◆ Work request ◆
Search through the entries for the word "right" and copy every line that has it.
Data excerpts Block Start
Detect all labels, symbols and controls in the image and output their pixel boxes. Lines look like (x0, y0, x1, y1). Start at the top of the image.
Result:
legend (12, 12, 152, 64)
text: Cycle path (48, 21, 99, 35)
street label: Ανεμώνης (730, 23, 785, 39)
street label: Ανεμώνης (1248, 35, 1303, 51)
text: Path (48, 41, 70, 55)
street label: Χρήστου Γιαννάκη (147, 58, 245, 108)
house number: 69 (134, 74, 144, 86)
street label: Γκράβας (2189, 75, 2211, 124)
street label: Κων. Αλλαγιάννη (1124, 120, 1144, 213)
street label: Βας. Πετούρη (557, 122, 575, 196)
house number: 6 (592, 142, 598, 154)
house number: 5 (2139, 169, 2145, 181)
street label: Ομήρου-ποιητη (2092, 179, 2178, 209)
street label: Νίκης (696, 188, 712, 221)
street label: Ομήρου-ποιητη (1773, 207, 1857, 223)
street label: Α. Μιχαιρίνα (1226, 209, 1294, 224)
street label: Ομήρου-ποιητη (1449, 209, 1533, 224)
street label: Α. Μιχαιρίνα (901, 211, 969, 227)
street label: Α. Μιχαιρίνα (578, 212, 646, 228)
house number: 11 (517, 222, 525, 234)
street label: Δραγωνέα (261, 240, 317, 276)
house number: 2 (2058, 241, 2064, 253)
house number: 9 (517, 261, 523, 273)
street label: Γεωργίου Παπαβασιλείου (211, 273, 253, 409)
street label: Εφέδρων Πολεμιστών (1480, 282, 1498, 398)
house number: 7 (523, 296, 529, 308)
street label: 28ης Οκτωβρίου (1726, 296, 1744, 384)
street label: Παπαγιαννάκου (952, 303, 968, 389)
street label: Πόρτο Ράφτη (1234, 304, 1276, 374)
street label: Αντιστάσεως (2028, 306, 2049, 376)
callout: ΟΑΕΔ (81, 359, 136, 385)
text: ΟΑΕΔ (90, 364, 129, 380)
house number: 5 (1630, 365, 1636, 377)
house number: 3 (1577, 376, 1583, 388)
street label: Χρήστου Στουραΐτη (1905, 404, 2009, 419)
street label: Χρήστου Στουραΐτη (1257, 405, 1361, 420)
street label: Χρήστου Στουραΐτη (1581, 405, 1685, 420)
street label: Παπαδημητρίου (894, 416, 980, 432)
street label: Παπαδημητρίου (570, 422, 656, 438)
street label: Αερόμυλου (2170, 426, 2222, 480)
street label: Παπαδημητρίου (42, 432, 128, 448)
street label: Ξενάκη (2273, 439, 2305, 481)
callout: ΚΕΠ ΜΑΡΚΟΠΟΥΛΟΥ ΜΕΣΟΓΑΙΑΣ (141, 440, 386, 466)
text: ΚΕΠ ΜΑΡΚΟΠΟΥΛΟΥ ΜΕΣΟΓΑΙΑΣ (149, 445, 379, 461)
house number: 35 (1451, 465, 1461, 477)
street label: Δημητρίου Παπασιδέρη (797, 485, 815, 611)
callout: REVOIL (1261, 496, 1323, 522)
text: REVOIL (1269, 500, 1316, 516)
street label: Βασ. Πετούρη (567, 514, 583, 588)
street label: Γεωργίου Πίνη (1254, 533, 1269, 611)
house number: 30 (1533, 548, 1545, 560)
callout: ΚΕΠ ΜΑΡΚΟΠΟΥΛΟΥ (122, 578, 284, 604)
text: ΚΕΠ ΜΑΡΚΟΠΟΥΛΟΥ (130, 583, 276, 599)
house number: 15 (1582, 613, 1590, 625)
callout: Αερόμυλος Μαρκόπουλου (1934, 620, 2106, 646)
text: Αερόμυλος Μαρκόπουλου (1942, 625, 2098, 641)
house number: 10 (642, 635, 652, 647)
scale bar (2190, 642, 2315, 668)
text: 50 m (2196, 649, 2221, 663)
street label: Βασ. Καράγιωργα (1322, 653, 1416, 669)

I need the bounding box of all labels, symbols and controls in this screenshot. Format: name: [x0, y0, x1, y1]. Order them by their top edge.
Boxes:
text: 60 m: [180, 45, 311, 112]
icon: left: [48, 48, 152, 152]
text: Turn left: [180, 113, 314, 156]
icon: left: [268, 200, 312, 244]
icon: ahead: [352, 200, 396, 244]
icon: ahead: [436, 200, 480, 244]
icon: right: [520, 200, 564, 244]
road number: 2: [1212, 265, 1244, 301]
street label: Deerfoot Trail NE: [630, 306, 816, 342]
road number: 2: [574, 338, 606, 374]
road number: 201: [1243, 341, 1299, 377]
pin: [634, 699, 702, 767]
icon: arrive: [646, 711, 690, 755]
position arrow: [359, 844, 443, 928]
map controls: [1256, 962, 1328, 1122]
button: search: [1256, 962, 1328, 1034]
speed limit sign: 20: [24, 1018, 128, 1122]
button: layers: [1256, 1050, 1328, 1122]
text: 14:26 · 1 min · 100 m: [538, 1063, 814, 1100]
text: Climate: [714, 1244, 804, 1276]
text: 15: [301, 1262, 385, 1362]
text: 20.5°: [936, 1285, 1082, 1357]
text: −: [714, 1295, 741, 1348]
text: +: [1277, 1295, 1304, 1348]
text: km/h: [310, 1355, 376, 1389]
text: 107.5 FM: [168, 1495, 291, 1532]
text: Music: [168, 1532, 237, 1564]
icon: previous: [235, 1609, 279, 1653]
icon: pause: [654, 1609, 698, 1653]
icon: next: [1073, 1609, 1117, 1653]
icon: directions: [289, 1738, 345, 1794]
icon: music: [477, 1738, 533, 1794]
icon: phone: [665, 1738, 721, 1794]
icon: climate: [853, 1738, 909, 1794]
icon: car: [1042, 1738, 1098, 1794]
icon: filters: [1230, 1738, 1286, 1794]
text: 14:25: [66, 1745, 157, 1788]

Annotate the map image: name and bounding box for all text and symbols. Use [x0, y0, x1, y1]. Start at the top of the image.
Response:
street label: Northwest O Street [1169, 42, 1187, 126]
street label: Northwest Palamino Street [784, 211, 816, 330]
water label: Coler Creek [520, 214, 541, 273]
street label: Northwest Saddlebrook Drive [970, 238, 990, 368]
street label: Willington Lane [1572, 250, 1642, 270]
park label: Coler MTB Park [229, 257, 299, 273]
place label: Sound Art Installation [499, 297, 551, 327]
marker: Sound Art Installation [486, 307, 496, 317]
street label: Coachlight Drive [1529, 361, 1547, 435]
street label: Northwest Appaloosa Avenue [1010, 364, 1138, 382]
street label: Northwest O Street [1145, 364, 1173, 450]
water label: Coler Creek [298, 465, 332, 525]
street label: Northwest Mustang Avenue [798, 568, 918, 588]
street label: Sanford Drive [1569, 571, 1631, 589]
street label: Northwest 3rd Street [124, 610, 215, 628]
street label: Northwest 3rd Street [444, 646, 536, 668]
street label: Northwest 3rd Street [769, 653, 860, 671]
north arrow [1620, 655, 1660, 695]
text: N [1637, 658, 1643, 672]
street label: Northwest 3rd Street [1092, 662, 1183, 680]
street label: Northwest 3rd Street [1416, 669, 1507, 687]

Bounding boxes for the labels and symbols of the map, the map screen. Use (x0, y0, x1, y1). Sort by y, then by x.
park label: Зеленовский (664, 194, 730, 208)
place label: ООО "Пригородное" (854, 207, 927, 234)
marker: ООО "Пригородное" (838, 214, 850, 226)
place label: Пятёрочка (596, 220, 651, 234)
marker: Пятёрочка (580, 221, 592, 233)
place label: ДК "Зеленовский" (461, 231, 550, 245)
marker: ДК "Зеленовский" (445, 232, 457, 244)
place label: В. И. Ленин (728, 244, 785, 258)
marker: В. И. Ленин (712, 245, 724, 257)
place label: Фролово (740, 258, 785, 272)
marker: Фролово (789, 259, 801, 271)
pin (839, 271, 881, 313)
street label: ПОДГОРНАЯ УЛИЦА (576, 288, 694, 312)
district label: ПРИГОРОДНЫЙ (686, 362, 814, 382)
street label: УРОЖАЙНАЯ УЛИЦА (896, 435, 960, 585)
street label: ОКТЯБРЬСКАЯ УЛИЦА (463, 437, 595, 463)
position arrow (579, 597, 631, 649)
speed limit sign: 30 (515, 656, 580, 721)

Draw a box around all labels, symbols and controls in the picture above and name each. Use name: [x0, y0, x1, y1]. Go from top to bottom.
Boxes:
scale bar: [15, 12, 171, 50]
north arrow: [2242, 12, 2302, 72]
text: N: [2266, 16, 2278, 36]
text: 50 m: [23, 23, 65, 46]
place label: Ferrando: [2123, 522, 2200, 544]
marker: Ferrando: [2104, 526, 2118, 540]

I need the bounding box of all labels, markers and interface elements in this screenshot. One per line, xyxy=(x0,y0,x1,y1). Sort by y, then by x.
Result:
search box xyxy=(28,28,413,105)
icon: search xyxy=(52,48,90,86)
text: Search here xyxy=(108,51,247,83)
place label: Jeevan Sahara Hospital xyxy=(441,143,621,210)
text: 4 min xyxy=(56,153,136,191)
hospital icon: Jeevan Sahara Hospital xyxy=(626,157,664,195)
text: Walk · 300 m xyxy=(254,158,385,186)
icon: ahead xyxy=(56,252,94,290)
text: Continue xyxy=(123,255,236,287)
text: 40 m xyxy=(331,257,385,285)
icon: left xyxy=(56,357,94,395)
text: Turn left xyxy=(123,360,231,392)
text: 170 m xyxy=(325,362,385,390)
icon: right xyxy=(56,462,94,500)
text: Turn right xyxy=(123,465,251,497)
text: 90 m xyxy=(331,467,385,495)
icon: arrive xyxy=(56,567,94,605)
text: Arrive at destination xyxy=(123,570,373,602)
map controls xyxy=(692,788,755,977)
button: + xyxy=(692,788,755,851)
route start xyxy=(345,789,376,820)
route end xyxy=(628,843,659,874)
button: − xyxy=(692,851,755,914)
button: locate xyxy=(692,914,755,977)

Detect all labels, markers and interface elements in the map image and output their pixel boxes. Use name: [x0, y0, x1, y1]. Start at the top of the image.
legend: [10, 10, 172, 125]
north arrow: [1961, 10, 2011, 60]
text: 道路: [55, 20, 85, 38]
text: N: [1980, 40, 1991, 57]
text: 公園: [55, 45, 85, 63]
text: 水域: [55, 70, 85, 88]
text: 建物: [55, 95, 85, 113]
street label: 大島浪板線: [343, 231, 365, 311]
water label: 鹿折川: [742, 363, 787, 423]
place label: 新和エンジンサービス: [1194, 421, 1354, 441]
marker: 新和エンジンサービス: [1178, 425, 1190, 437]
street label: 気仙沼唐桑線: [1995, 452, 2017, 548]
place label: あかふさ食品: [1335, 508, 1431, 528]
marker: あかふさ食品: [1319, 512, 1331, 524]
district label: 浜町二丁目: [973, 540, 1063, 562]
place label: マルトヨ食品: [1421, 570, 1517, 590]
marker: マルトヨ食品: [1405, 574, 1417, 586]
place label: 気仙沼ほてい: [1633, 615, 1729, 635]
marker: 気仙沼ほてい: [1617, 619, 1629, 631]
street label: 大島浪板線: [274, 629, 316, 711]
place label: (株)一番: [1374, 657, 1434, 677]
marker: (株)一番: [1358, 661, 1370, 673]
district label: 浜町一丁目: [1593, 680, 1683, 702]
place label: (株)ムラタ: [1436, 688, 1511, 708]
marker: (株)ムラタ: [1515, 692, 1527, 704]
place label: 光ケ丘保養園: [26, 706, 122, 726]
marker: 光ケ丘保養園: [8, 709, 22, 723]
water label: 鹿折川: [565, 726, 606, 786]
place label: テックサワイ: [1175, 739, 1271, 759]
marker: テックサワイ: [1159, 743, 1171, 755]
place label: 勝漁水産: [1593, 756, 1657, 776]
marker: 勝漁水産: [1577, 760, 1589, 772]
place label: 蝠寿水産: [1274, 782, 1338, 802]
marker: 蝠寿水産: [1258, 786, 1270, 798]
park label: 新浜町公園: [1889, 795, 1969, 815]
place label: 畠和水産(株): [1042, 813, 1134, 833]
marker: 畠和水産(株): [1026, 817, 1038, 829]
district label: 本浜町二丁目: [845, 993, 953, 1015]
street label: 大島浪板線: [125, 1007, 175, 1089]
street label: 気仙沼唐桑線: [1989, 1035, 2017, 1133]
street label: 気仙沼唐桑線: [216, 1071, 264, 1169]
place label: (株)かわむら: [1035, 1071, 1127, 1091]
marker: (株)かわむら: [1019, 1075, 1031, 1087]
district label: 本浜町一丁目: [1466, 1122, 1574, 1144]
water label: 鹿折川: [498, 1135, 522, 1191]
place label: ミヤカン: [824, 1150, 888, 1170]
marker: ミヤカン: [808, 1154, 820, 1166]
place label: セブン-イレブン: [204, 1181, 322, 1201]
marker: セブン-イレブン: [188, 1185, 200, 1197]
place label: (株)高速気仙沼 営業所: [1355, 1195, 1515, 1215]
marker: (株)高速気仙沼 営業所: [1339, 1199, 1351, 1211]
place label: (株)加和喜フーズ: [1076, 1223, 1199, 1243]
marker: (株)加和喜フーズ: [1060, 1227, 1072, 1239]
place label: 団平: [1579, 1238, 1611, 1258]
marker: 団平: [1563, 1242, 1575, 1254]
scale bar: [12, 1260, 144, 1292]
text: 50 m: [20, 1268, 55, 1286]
Data excerpts Block End
◆ Answer for this exercise ◆
icon: right: [520, 200, 564, 244]
icon: right xyxy=(56,462,94,500)
text: Turn right xyxy=(123,465,251,497)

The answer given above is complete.